RECORDS TO PROCESS
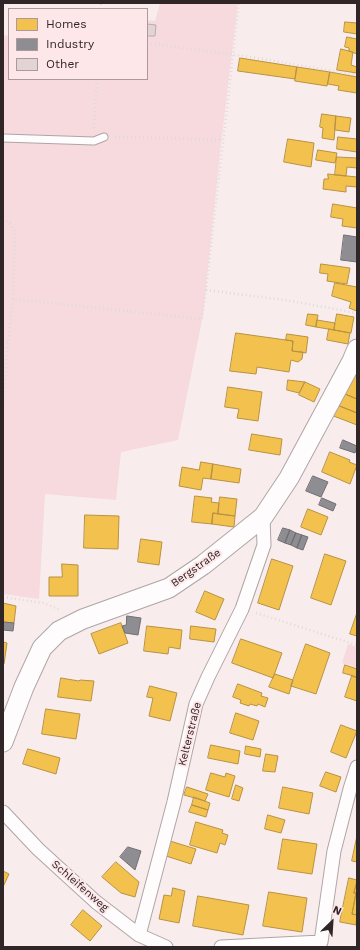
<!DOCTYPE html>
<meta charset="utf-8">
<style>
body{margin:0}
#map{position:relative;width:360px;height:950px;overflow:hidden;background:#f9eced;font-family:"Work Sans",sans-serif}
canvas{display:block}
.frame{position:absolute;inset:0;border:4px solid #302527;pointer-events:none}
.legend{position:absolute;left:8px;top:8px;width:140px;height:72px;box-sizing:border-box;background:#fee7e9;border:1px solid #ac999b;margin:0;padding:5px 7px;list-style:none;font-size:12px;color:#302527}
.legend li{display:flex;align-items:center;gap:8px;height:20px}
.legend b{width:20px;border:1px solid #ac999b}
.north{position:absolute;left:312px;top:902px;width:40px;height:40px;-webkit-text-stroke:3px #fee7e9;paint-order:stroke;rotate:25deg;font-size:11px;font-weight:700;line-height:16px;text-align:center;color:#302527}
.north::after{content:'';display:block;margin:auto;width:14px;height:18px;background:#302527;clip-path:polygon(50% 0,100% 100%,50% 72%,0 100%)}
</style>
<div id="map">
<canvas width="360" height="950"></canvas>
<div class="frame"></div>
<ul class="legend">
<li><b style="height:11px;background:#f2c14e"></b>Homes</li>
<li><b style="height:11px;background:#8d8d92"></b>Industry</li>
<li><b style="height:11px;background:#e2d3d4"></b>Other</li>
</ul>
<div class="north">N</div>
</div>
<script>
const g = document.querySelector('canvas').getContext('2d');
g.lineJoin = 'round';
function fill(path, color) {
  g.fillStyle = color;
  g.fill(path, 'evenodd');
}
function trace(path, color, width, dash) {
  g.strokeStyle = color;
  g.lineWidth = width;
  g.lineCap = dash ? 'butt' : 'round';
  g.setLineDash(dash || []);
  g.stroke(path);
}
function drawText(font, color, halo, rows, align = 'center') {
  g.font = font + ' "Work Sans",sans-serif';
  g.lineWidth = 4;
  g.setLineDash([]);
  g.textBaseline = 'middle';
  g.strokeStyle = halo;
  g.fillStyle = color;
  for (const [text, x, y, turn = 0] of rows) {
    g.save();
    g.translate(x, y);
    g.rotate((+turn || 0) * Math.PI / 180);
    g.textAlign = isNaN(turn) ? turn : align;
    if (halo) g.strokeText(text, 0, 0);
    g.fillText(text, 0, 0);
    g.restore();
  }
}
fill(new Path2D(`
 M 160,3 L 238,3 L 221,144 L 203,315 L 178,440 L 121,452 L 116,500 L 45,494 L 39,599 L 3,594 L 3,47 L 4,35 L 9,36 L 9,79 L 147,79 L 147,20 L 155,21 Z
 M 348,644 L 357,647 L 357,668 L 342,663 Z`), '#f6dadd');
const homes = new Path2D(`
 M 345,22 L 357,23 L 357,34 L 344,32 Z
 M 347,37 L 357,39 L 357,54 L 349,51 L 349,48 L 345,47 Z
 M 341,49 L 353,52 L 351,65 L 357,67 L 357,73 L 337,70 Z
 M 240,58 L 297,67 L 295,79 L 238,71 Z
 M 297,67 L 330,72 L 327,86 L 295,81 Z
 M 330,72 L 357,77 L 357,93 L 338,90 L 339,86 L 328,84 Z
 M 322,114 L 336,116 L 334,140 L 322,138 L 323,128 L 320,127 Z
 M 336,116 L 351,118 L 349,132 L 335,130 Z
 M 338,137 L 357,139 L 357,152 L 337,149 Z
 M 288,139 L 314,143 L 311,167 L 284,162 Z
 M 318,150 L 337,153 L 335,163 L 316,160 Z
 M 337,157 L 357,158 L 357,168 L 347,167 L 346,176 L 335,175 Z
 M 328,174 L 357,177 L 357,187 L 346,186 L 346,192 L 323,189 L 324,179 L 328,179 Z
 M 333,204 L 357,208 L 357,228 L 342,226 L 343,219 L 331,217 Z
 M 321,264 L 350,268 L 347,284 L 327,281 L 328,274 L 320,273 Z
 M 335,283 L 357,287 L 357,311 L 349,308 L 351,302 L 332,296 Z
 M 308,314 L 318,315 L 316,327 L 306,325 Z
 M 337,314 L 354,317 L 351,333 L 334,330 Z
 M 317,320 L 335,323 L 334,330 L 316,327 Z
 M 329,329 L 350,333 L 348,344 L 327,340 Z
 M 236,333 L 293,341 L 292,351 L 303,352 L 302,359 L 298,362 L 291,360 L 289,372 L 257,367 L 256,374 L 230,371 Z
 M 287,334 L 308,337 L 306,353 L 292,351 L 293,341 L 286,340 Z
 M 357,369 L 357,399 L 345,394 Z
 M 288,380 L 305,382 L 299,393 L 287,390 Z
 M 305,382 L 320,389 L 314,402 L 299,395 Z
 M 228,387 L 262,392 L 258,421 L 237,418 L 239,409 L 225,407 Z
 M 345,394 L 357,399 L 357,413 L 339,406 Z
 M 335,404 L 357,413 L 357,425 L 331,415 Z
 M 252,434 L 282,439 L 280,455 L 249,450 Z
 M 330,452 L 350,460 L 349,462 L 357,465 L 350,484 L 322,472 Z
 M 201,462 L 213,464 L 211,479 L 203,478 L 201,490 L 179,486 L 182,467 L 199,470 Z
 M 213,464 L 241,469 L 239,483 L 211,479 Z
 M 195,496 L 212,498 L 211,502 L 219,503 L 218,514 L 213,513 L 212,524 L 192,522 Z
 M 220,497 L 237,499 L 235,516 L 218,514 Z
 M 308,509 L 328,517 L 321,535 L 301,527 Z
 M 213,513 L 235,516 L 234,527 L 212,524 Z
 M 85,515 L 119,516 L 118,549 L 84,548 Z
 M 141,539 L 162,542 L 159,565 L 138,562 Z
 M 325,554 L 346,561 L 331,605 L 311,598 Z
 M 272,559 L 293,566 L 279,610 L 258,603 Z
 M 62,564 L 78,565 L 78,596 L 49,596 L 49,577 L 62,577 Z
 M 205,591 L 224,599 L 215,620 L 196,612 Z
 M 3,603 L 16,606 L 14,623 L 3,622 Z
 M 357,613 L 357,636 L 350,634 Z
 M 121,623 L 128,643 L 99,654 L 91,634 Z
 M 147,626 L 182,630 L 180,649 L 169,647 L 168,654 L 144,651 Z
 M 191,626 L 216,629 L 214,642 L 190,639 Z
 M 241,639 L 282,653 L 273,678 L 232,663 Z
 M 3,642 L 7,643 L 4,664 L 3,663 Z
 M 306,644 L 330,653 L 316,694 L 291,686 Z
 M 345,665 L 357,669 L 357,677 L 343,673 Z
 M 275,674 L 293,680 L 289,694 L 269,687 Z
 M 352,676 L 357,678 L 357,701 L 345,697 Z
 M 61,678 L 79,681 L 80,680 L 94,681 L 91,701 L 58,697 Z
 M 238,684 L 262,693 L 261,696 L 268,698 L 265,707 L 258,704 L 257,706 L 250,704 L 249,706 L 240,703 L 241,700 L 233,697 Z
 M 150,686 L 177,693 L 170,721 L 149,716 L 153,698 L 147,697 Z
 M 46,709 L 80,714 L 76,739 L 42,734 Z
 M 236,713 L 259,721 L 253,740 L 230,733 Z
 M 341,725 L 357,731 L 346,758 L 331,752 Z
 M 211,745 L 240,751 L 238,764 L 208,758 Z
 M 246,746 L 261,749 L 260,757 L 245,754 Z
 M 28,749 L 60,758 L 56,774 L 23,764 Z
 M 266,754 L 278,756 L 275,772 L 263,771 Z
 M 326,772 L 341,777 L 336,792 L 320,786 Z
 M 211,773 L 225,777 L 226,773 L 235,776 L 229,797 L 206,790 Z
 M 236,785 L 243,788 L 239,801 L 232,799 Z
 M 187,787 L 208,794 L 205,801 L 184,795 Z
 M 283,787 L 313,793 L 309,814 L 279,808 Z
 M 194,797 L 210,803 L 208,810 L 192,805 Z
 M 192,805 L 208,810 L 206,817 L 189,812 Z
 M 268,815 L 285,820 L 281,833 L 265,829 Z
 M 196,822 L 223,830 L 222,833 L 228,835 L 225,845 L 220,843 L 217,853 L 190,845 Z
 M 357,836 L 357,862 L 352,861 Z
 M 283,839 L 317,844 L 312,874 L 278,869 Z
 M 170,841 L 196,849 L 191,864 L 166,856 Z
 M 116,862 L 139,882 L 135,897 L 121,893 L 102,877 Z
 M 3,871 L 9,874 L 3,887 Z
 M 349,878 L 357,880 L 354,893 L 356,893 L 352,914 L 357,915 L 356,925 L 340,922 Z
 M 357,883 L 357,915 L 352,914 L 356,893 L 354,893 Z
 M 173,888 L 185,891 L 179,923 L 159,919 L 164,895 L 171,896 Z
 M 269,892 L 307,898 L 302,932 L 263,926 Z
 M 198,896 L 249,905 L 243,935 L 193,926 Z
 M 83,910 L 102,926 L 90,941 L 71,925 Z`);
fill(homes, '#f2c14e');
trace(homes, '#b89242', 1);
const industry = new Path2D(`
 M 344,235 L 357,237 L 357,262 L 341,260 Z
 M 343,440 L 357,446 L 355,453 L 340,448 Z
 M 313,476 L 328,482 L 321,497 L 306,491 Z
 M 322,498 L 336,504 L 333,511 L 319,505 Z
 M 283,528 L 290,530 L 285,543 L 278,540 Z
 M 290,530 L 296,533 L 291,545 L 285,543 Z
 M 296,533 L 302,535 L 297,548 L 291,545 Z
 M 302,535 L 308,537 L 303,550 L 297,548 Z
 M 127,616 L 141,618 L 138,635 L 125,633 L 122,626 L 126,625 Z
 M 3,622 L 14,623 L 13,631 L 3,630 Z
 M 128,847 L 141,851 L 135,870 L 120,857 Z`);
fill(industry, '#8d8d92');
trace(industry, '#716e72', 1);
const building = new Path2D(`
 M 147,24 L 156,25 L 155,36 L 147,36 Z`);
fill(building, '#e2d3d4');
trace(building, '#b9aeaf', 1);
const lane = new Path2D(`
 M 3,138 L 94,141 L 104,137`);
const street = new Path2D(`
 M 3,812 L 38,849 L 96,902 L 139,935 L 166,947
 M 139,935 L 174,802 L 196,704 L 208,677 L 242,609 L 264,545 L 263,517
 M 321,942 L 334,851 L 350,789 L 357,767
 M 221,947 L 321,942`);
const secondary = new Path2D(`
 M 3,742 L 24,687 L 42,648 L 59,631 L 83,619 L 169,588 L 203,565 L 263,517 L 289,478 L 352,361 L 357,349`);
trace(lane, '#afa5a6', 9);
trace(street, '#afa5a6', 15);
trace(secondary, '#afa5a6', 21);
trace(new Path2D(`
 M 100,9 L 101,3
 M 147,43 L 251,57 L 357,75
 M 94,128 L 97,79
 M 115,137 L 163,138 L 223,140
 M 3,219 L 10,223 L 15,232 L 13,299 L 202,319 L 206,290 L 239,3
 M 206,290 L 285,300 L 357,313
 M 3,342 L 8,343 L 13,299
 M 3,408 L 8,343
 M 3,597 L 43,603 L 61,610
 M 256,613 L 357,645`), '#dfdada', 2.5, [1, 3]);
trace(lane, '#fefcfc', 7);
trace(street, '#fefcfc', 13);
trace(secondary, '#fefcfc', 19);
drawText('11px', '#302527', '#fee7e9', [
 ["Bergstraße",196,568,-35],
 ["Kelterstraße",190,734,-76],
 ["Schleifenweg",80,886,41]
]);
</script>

--

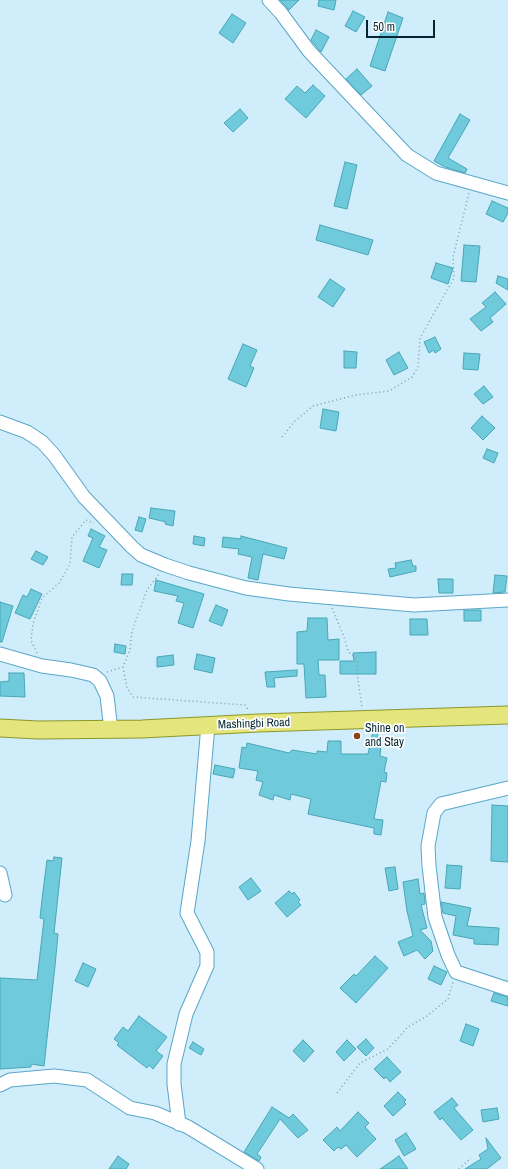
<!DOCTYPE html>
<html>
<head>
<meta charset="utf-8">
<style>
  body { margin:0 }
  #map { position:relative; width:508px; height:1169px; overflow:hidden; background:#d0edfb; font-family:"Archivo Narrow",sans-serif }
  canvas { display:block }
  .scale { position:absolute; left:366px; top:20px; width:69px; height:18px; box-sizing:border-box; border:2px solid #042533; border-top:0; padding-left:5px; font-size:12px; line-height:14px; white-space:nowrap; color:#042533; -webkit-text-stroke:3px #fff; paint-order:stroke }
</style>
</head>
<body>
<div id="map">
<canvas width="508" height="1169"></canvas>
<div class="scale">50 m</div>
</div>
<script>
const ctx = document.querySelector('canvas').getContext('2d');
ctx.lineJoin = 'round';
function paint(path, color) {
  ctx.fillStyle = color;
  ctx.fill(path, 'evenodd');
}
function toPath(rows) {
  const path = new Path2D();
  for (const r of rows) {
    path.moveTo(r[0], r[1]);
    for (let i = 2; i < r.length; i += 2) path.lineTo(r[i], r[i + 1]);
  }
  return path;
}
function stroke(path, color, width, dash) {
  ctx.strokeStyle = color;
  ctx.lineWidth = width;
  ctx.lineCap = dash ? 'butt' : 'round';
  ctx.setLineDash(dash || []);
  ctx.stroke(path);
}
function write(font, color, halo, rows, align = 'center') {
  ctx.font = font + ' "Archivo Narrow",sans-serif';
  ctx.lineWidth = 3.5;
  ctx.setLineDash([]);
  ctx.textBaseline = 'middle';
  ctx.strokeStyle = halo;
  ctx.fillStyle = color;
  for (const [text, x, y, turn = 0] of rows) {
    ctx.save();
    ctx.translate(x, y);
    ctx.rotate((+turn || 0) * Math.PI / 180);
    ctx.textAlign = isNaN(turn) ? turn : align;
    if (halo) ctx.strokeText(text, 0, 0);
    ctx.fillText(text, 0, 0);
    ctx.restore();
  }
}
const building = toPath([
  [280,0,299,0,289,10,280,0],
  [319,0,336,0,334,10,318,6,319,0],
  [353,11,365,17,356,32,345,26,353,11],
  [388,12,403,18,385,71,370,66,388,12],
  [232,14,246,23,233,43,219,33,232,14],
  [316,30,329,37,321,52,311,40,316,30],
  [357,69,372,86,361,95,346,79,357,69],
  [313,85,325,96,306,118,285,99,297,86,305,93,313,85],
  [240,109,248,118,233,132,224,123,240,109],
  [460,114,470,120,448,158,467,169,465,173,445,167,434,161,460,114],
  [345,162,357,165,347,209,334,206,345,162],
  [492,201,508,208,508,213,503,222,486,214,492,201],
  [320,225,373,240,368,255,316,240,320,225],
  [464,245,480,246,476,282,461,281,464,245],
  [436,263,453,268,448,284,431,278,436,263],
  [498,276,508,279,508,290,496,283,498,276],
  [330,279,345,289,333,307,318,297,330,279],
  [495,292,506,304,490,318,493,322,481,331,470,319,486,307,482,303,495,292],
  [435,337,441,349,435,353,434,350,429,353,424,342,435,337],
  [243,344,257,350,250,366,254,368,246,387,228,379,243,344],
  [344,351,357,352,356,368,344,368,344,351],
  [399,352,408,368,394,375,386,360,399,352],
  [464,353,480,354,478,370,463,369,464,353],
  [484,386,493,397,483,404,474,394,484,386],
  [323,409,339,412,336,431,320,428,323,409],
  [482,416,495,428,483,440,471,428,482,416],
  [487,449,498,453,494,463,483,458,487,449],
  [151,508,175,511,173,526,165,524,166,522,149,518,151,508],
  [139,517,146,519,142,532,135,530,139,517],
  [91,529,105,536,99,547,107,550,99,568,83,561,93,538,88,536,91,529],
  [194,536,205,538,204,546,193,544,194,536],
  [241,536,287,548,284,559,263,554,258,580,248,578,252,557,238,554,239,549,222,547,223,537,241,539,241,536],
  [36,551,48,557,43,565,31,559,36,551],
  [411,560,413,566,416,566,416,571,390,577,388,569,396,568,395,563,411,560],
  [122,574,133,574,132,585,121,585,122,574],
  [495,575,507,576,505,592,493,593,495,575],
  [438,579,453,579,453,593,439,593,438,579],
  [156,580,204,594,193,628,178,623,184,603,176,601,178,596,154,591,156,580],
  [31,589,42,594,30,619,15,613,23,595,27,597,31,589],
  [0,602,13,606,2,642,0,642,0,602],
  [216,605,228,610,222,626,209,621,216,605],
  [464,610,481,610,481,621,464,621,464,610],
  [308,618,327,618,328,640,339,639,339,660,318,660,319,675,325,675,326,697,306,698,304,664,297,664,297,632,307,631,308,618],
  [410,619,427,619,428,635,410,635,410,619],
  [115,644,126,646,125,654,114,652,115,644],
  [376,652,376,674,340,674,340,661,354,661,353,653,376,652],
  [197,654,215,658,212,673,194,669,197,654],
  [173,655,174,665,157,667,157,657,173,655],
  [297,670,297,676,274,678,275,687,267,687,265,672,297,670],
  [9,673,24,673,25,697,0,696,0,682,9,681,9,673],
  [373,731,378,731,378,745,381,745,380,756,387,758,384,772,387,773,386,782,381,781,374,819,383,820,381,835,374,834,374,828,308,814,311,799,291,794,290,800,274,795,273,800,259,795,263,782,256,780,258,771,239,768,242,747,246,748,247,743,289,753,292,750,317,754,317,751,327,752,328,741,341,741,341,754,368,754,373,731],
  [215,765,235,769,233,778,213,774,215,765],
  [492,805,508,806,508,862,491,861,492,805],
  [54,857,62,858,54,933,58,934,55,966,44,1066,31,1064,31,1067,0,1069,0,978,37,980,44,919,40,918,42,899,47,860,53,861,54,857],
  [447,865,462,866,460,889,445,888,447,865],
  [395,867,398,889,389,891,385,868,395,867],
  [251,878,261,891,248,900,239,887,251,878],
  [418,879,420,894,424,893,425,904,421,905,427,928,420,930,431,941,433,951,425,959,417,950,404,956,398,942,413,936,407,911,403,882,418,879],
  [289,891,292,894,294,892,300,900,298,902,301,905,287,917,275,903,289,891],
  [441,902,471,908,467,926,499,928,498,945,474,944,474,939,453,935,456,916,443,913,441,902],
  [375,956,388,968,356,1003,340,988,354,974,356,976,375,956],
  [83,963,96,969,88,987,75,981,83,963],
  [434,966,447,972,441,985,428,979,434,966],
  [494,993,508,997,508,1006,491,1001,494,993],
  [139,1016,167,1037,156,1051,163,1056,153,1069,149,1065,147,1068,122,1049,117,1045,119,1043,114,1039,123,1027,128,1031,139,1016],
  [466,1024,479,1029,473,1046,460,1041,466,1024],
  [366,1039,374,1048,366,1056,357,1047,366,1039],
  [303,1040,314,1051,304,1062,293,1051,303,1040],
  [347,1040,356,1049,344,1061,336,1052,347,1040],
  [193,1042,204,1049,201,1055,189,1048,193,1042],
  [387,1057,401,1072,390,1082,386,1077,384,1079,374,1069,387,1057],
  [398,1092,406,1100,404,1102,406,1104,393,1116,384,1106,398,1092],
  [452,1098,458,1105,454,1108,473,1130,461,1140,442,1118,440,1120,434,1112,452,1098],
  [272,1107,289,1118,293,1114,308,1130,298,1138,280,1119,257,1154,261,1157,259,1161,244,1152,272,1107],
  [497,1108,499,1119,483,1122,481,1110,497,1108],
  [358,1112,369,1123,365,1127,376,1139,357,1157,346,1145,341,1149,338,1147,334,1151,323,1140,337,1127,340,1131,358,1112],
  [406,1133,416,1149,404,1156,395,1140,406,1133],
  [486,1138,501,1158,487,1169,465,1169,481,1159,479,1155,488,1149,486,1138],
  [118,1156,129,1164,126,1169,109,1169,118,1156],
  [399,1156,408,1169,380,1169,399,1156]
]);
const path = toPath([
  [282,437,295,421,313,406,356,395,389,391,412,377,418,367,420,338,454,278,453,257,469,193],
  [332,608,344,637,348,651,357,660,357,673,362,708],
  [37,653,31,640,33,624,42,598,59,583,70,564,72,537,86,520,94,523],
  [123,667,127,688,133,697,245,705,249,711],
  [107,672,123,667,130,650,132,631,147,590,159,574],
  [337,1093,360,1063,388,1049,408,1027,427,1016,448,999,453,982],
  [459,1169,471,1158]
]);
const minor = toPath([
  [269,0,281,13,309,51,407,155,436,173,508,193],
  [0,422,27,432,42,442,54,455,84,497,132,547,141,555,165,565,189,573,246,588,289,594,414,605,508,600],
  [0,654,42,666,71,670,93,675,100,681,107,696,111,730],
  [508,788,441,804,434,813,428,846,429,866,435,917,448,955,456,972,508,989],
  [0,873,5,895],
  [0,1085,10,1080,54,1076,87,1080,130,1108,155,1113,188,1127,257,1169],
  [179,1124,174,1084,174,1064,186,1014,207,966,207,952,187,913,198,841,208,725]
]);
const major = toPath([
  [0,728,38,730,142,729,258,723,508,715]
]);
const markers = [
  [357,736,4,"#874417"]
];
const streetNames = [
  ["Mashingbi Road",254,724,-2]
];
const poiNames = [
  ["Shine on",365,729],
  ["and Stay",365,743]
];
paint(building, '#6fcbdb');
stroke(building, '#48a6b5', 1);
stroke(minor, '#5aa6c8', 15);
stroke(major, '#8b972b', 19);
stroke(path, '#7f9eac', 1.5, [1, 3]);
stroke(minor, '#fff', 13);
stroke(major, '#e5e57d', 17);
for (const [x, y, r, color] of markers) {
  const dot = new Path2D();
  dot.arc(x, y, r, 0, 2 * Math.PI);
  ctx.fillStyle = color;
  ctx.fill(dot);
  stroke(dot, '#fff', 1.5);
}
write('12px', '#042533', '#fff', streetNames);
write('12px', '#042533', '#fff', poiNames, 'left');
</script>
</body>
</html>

WHAT THE TASK ASKS
Among the lines of the data, which ones contain the word "Math"? Show them.

TASK RESULT
    g.rotate((+turn || 0) * Math.PI / 180);
    ctx.rotate((+turn || 0) * Math.PI / 180);
  dot.arc(x, y, r, 0, 2 * Math.PI);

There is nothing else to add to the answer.